_Stored data_:
┄┄┄┄┄┄┄┄┄┄
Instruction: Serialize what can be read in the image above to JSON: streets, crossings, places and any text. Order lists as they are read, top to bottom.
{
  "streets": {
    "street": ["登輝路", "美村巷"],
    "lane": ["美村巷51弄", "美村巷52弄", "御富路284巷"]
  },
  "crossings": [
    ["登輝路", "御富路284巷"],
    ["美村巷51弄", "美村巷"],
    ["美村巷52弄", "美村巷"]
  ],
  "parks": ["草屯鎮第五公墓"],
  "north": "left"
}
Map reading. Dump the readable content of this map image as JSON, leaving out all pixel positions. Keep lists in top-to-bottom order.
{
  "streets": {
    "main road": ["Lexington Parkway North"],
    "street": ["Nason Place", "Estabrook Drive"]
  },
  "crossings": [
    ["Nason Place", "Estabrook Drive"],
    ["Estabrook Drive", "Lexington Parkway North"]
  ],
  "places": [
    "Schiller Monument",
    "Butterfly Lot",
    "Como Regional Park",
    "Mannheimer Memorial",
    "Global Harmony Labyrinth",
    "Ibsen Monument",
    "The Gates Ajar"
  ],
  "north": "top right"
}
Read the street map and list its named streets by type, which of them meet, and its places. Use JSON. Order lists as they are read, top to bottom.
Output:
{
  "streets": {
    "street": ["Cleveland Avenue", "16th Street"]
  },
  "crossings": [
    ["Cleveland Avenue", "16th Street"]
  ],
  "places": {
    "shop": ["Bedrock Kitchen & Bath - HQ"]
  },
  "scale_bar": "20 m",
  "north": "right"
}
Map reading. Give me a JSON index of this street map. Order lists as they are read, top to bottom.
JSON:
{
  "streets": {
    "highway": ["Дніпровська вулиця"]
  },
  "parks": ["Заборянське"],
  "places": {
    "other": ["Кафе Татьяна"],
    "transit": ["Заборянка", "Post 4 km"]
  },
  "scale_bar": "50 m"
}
┄┄┄┄┄┄┄┄┄┄
_Task statement_:
Could you write out, exactly as they stand, only the lines above that begin at the line with "Map reading. Dump" and stop after the line with "Read the street"?

_Solution for this exercise_:
Map reading. Dump the readable content of this map image as JSON, leaving out all pixel positions. Keep lists in top-to-bottom order.
{
  "streets": {
    "main road": ["Lexington Parkway North"],
    "street": ["Nason Place", "Estabrook Drive"]
  },
  "crossings": [
    ["Nason Place", "Estabrook Drive"],
    ["Estabrook Drive", "Lexington Parkway North"]
  ],
  "places": [
    "Schiller Monument",
    "Butterfly Lot",
    "Como Regional Park",
    "Mannheimer Memorial",
    "Global Harmony Labyrinth",
    "Ibsen Monument",
    "The Gates Ajar"
  ],
  "north": "top right"
}
Read the street map and list its named streets by type, which of them meet, and its places. Use JSON. Order lists as they are read, top to bottom.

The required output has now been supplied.